The Shoreditch-based venue, split between the Old Bengal Bar, New Street Grill, Fish Market and the Wine Shop, is launching Le Brunch this Saturday at the bar and grill, with plans to expand its new Weekend Club to the Fish Market in October.
General manager Nicolas Garcia explained that the concept goes beyond food and drink, aiming to create a social hub where people can relax at the weekend.
“Our idea was to offer more than just a culinary experience. We wanted to create more of a social hub for the weekend. We’re planning to have a silent cinema in our courtyard, so you can watch a movie with your headphones on while or after you eat.
“We’ll also have a TV in the corner with a game console, we might do different workshops etc. The atmosphere will be relaxed, and we’ll have a DJ playing for Saturday lunch and dinner and Sunday lunch,” he told BigHospitality.
Le Bun collaboration
The first phase of the new concept will see French-American street food duo Le Bun offer brunch creations alongside signature dishes.

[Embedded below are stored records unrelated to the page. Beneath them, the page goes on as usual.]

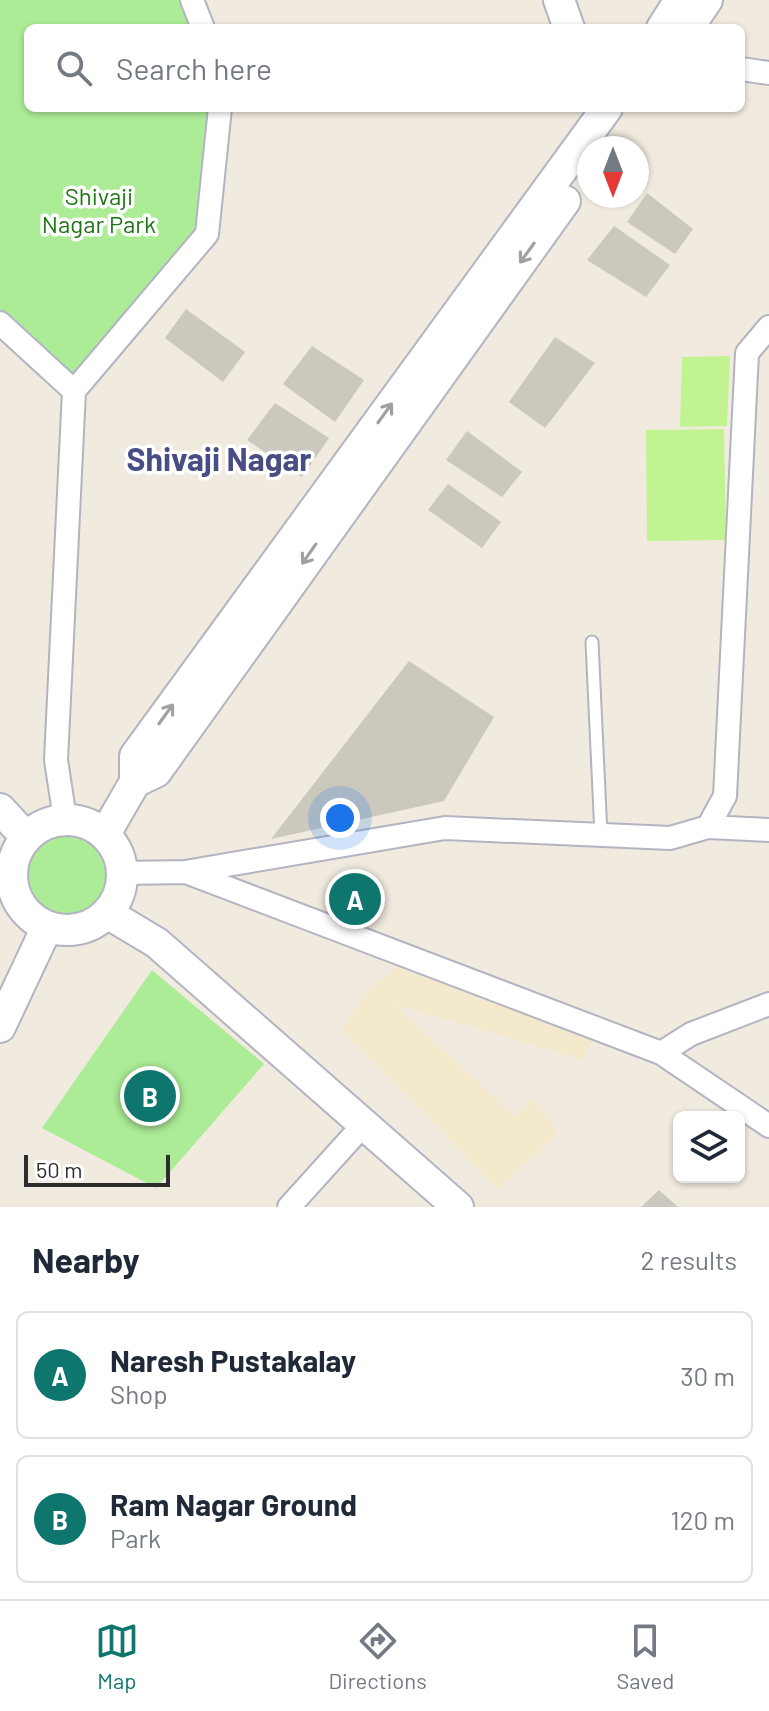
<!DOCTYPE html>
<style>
:root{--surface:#fff;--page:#f6f6f7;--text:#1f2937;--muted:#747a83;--line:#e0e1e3;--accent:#0f766e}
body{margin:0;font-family:Barlow,sans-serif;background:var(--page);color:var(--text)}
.controls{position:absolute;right:24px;bottom:24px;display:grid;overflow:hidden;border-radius:12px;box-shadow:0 2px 6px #0004}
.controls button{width:72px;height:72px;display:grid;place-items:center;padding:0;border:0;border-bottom:2px solid var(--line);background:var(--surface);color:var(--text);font:40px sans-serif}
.compass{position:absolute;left:577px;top:136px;width:72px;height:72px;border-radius:50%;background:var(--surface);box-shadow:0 2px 6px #0004;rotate:180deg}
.scale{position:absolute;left:24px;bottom:20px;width:146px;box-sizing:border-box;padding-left:8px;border:4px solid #2d2d2d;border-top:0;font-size:22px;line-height:28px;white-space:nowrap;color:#2d2d2d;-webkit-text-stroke:6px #fff;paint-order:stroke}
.you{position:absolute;left:340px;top:818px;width:28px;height:28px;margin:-20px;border:6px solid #fff;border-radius:50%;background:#1a73e8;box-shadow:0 0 0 12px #1a73e833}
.badge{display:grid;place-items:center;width:52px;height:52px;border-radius:50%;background:var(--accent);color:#fff;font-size:26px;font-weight:700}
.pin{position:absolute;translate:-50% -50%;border:4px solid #fff;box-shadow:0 2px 8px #0006}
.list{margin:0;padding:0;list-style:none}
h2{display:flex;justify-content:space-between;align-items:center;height:104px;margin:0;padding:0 32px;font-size:34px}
h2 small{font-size:26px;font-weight:400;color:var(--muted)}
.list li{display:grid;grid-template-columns:52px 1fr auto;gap:24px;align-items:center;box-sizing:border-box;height:128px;margin:0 16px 16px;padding:0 16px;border:2px solid var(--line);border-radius:12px}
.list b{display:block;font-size:30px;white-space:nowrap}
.list p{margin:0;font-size:26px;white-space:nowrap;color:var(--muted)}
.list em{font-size:26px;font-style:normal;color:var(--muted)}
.icon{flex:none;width:44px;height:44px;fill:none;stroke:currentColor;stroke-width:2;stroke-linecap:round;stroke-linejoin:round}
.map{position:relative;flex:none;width:769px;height:1207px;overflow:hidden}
.search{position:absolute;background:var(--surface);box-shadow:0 2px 6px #0004;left:24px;right:24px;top:24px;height:88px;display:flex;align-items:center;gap:20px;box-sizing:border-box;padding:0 28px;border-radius:12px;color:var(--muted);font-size:30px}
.sheet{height:392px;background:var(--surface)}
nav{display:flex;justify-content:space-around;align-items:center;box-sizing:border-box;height:112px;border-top:2px solid var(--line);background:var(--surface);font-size:22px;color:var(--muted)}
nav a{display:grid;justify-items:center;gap:4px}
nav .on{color:var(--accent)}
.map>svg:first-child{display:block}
.education{fill:#f3eacd}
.green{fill:#acec96}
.pitch{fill:#c1f491}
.building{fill:#cbc8bd}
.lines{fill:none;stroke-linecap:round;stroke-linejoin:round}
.lane-casing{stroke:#b3b4c2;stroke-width:15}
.street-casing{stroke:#b3b4c2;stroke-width:26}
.secondary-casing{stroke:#b3b4c2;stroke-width:34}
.lane{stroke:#fff;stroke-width:11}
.street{stroke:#fff;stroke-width:22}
.secondary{stroke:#fff;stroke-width:30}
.oneway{stroke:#a0a0a0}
.labels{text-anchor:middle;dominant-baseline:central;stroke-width:7;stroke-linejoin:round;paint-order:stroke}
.park-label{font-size:24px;fill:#1e7513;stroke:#fff}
.district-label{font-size:32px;font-weight:bold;fill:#484d84;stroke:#fff}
</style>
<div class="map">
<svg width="769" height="1207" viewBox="0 0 769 1207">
<rect width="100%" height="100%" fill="#f0eadf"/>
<!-- education -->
<path class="education" d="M403,961L599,1021L583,1060L394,1004L514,1116L533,1097L558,1133L498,1189L340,1029L371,989Z"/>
<!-- green -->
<path class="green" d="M0,0H192L202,28H28V108H219L207,234L74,390L0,322Z
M24 874a41 41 0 1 1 82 0a41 41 0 1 1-82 0Z
M152,970L264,1064L156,1188L42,1128Z"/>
<!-- pitch -->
<path class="pitch" d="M730,356L727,426L680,427L682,357Z
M724,429L726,540L647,541L646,430Z"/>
<!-- building -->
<path class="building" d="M647,193L693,229L675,254L627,222Z
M614,226L670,265L646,297L587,260Z
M186,309L245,352L223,382L165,338Z
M555,337L595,363L545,428L509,402Z
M312,346L364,380L335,422L283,384Z
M275,403L329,438L302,477L247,440Z
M467,431L522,472L502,497L446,460Z
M448,484L501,522L482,548L428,510Z
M409,661L494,717L444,801L271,839Z
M659,1190L678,1207H641Z"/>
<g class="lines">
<defs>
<path id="lane" d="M592,642L601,835"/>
<path id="street" d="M192,0L203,28
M741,69L769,73
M0,323L74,391
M65,819L56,760L74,391L207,234L220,108
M708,827L769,830
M186,872L661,1053L691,1034L769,1004
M123,873L185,872L445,828L670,838L708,827L725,796L747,353L769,327
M661,1053L769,1126
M289,1207L364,1124"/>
<path id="secondary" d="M559,0L569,28
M662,28L680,0
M688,28L707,0
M135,782L156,772L565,201
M0,809L26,837
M12 875a55 55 0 1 1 110 0a55 55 0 1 1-110 0Z
M105,834L135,782V756L607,108
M107,913L157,943L458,1207
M0,1027L47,927"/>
</defs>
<!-- lane casing -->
<use href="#lane" class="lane-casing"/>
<!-- street casing -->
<use href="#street" class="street-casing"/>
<!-- secondary casing -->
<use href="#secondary" class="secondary-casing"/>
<!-- lane -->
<use href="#lane" class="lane"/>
<!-- street -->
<use href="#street" class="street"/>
<!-- secondary -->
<use href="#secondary" class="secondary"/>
</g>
<!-- one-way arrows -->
<defs><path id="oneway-shaft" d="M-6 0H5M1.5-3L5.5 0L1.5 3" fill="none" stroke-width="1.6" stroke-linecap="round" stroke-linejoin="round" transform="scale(2)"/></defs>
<g class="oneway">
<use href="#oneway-shaft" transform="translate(527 253) rotate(126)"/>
<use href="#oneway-shaft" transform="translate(385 413) rotate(-54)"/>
<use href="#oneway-shaft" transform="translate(309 554) rotate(125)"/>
<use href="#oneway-shaft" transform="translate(166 714) rotate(-54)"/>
</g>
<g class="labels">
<!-- park labels -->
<g class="park-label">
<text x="99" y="195">Shivaji<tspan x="99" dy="28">Nagar Park</tspan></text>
</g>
<!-- district labels -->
<g class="district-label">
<text x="219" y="458">Shivaji Nagar</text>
</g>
</g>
</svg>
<div class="controls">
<button><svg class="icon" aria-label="layers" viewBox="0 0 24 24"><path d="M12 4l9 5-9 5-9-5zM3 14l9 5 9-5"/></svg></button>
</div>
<svg class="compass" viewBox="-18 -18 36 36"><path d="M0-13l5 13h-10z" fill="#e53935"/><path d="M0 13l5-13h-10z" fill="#747a83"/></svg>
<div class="scale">50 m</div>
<div class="you"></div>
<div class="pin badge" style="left:355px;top:899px">A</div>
<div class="pin badge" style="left:150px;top:1096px">B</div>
<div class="search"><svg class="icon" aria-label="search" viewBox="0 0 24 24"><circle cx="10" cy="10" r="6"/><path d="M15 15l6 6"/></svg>Search here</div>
</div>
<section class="sheet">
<h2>Nearby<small>2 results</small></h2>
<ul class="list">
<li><span class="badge">A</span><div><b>Naresh Pustakalay</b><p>Shop</p></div><em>30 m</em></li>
<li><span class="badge">B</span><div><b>Ram Nagar Ground</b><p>Park</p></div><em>120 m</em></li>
</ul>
</section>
<nav>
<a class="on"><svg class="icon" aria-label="map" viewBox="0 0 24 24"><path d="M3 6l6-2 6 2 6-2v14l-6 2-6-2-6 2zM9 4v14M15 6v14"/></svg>Map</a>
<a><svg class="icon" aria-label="directions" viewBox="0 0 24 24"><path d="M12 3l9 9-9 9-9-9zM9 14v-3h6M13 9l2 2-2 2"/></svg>Directions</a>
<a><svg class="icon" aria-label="saved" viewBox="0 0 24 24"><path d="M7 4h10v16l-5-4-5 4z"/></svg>Saved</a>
</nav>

The menu will include Le Benedict Bun (maple bacon, poached egg, hollandaise and an asparagus salad), Le Eggs Royale Bun (smoked salmon, spinach, poached egg and citrus hollandaise) and bun-free Truffles ‘n’ Waffles (confit Southern-fried chicken, shaved winter truffles, house waffles, truffle butter and rosemary maple syrup).
Le Bourguignon Bun (slow-and-low beef short-rib with bourguignon glaze, bacon salt, truffle mayo and champagne slaw) will also be available, along with other Le Bun favourites.
Drinks will include French and American wines, as well as brunch cocktails.
Though the street food vendor’s residency was initially announced to last until October, Garcia explained that it could continue until the end of the year or later. “We just wanted to give ourselves a trial period.”
Though the Old Bengal Warehouse’s clientele is mostly formed of City workers during the week, the goal is to attract a different, more relaxed crowd at the weekend.
“We wanted to improve our weekend offer, and though during the week we deal mostly with City worker, but at the weekend I wanted to approach the Shoreditch crowd more. We are suited quite well for this type of crowd because of our décor. Le Bun, being a street food company, suited our idea well, so we decided to incorporate them into our brunch menu.”
The second stage of the project, due to launch in the second half of October, will introduce a brunch menu of fish-based comfort and healthy foods at the Fish Market.
For this the venue will pair up with a supplier or operator with experience in the field, though a residency like the one organised with Le Bun is unlikely.
“We’ve talked to people who could advise us on recipes, calorie counting etc, but we will do the cooking ourselves. It will be a partnership,” Garcia added.
The Weekend Club will also offer activities – potentially sports-based – in the Fish Market courtyard, though the manager could not reveal final details yet due to ongoing negotiations.